# Task statement:
In the entries below, find the line with "138,328 C 151,338" and the line with "M 0,269 L 61,232". Reproduce those two lines and every line between them exactly, and nothing more.

# Data extract:
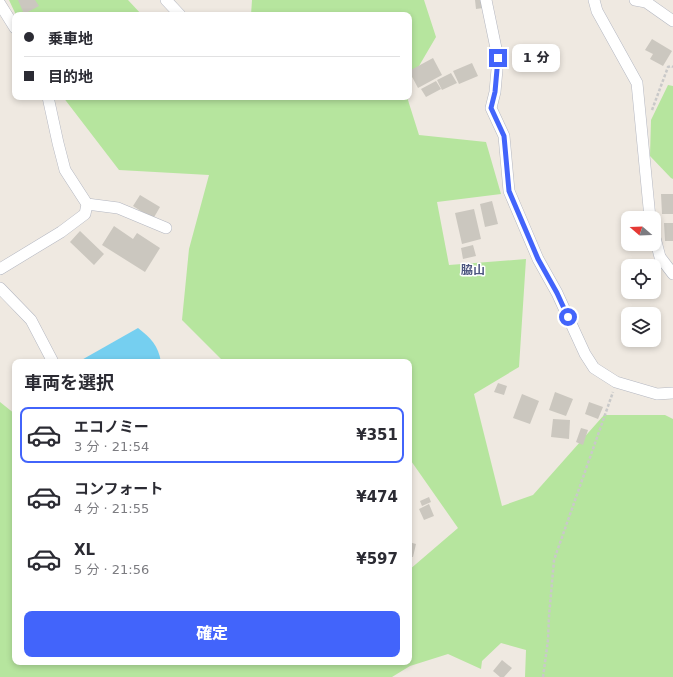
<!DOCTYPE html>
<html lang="ja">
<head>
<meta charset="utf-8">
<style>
  :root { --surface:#fff; --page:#f7f7f7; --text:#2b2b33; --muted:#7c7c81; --line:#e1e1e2; --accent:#4264fb }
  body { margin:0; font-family:"DejaVu Sans","Noto Sans JP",sans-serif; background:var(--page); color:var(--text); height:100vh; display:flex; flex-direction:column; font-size:15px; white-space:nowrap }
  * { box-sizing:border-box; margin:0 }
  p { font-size:13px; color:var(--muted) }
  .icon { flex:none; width:22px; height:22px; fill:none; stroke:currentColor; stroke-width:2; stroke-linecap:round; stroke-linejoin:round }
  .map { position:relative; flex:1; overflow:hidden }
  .panel { position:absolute; left:12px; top:359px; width:400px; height:306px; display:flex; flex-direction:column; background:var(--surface); border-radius:8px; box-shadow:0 2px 6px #0003 }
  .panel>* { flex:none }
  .top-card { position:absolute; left:12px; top:12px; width:400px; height:88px; border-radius:8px; box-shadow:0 2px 6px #0003; display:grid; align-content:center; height:88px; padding:0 12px; background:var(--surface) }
  .needle { width:26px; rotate:289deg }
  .buttons { position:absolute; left:621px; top:211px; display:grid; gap:8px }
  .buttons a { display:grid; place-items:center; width:40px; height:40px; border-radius:8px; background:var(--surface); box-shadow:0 2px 6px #0003; font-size:20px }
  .end { position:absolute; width:18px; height:18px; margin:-9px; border:5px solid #4264fb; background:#fff; box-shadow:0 0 0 2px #fff }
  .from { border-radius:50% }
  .bubble { position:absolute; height:28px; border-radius:8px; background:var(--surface); box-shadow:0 2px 6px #0003; font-size:13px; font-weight:800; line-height:28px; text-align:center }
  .top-card b { display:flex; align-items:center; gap:14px; height:38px; font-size:15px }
  .top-card b+b { border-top:1px solid var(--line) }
  .top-card i { width:10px; height:10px; background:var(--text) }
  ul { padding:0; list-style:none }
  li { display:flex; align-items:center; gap:12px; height:56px; margin:0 8px 6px; padding:0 4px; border:2px solid transparent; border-radius:8px }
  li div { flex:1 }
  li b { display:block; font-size:15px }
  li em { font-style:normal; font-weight:800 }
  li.selected { border-color:var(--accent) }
  li>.icon { width:36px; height:36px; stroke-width:1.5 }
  h2 { padding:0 12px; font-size:18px; line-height:48px }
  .action { display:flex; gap:8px; margin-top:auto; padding:8px 12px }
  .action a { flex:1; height:46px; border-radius:8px; background:var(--accent); color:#fff; font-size:16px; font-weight:800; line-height:46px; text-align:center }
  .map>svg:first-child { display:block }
  .green { fill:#b6e59e }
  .water { fill:#75cff0 }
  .building { fill:#cbc7bf }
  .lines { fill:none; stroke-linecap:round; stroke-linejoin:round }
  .street-casing { stroke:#b4b7c1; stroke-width:12 }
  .path { stroke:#c9c9c9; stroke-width:2.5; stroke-dasharray:3 2; stroke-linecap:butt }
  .street { stroke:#fff; stroke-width:11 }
  .route { stroke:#4264fb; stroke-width:5 }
  .labels { text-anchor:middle; stroke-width:3; stroke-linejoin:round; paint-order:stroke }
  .neighbourhood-label { font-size:12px; font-weight:bold; fill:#4d5680; stroke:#fff }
</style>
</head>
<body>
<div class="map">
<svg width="673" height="677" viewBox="0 0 673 677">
  <rect width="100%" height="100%" fill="#efe9e1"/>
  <!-- green -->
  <path class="green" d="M 9,0 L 128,0 L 142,15 L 16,15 Z
    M 252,0 L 424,0 L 436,37 L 409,83 L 409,15 L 251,15 Z
    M 668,85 L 673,86 L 673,179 L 671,178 L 650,156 L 651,120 Z
    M 63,97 L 407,97 L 419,135 L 486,142 L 501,194 L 437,202 L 449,265 L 526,259 L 519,367 L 474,394 L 502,506 L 533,495 L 604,415 L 665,415 L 673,419 L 673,677 L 525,677 L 526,650 L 501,643 L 482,661 L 481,669 L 448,654 L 410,666 L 392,677 L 0,677 L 0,402 L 15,414 L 15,662 L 289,662 L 297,665 L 301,662 L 409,662 L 409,570 L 458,528 L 409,458 L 409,362 L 224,362 L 182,320 L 189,249 L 209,175 L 119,170 Z"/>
  <!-- water -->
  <path class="water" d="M 138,328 C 151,338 158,345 161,362 L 78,362 Z"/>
  <!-- building -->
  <path class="building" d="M 18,0 L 35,0 L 39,6 L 24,14 Z
    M 475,0 L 481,0 L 483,8 L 476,9 Z
    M 652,39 L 672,51 L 663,66 L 650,59 L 653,54 L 645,50 Z
    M 433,58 L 442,75 L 418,88 L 409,71 Z
    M 472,63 L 478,76 L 459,84 L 453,71 Z
    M 451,73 L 457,83 L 442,90 L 437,80 Z
    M 436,81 L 441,89 L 426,97 L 421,89 Z
    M 661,194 L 673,194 L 673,214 L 662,214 Z
    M 140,195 L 160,207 L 153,219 L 133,206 Z
    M 492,201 L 498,224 L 485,227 L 480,204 Z
    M 474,209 L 481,239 L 462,244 L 455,213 Z
    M 664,223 L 673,223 L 673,241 L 665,241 Z
    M 114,226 L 133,239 L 137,233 L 160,248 L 145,272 L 102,245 Z
    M 80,231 L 104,254 L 94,265 L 70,242 Z
    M 473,245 L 476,256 L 463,259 L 461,248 Z
    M 498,383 L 507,386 L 504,395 L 494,392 Z
    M 555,392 L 573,399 L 566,416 L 549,410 Z
    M 522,394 L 539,401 L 530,424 L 513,418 Z
    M 589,402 L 603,407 L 598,419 L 585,414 Z
    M 553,419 L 570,420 L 569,439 L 551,437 Z
    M 581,428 L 588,430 L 583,445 L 576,442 Z
    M 429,497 L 431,502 L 422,506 L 420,501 Z
    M 429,504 L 434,516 L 424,520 L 419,509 Z
    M 409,542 L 416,544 L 413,557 L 409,557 Z
    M 502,660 L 512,668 L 504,677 L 500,677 L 493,671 Z"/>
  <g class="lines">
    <!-- street casing -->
    <g class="street-casing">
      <path id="street" d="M 166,0 L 180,15
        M 486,0 L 498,58 L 495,92 L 491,108 L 504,136 L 509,191 L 538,259 L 557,293 L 585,354 L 594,368 L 616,382 L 657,394 L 673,393
        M 594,0 L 597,11 L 637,83 L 650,218
        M 635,0 L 646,2 L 673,21
        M 0,4 L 15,28
        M 87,204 L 118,208 L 166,228
        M 654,234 L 660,257 L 673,274
        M 0,269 L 61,232 L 85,214 L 87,204 L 65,170 L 58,143 L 48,97
        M 0,288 L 31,320 L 53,362"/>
    </g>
    <!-- path -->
    <path class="path" d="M 652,110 L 668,67 L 671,66 L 673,67
      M 543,677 L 548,640 L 549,616 L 554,560 L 613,392"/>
    <!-- street -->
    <use href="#street" class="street"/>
  </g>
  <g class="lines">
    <!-- route -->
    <path class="route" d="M 498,58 L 495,92 L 491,108 L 504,136 L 509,191 L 538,259 L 557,293 L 568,317"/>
  </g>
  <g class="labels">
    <!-- neighbourhood labels -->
    <g class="neighbourhood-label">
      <text x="473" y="274">脇山</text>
    </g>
  </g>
</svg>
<div class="buttons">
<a><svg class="needle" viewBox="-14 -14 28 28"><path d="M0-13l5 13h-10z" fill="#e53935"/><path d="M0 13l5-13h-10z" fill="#7c7c81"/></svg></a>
<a><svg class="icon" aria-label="locate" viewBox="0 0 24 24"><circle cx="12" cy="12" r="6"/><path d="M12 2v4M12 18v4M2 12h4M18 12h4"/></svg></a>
<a><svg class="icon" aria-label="layers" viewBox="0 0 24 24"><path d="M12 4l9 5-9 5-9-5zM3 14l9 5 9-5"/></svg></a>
</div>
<i class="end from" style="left:568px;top:317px"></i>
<i class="end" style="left:498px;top:58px"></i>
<div class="bubble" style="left:512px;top:44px;width:48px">1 分</div>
<div class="top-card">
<b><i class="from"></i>乗車地</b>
<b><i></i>目的地</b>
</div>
<section class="panel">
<h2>車両を選択</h2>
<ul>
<li class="selected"><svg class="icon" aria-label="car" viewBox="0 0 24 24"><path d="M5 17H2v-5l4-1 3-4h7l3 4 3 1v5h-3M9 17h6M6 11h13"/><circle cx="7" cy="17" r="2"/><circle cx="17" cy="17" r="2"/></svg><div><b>エコノミー</b><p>3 分 · 21:54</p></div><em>¥351</em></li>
<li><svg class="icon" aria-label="car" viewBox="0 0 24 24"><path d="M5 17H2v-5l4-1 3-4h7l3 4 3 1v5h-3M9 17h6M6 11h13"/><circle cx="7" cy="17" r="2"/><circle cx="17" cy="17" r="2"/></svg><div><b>コンフォート</b><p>4 分 · 21:55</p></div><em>¥474</em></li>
<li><svg class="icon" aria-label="car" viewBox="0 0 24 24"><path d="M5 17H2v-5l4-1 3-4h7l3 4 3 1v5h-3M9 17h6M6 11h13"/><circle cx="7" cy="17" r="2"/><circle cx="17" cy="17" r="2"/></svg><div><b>XL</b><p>5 分 · 21:56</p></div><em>¥597</em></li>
</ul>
<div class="action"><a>確定</a></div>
</section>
</div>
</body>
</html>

# Answer box:
  <path class="water" d="M 138,328 C 151,338 158,345 161,362 L 78,362 Z"/>
  <!-- building -->
  <path class="building" d="M 18,0 L 35,0 L 39,6 L 24,14 Z
    M 475,0 L 481,0 L 483,8 L 476,9 Z
    M 652,39 L 672,51 L 663,66 L 650,59 L 653,54 L 645,50 Z
    M 433,58 L 442,75 L 418,88 L 409,71 Z
    M 472,63 L 478,76 L 459,84 L 453,71 Z
    M 451,73 L 457,83 L 442,90 L 437,80 Z
    M 436,81 L 441,89 L 426,97 L 421,89 Z
    M 661,194 L 673,194 L 673,214 L 662,214 Z
    M 140,195 L 160,207 L 153,219 L 133,206 Z
    M 492,201 L 498,224 L 485,227 L 480,204 Z
    M 474,209 L 481,239 L 462,244 L 455,213 Z
    M 664,223 L 673,223 L 673,241 L 665,241 Z
    M 114,226 L 133,239 L 137,233 L 160,248 L 145,272 L 102,245 Z
    M 80,231 L 104,254 L 94,265 L 70,242 Z
    M 473,245 L 476,256 L 463,259 L 461,248 Z
    M 498,383 L 507,386 L 504,395 L 494,392 Z
    M 555,392 L 573,399 L 566,416 L 549,410 Z
    M 522,394 L 539,401 L 530,424 L 513,418 Z
    M 589,402 L 603,407 L 598,419 L 585,414 Z
    M 553,419 L 570,420 L 569,439 L 551,437 Z
    M 581,428 L 588,430 L 583,445 L 576,442 Z
    M 429,497 L 431,502 L 422,506 L 420,501 Z
    M 429,504 L 434,516 L 424,520 L 419,509 Z
    M 409,542 L 416,544 L 413,557 L 409,557 Z
    M 502,660 L 512,668 L 504,677 L 500,677 L 493,671 Z"/>
  <g class="lines">
    <!-- street casing -->
    <g class="street-casing">
      <path id="street" d="M 166,0 L 180,15
        M 486,0 L 498,58 L 495,92 L 491,108 L 504,136 L 509,191 L 538,259 L 557,293 L 585,354 L 594,368 L 616,382 L 657,394 L 673,393
        M 594,0 L 597,11 L 637,83 L 650,218
        M 635,0 L 646,2 L 673,21
        M 0,4 L 15,28
        M 87,204 L 118,208 L 166,228
        M 654,234 L 660,257 L 673,274
        M 0,269 L 61,232 L 85,214 L 87,204 L 65,170 L 58,143 L 48,97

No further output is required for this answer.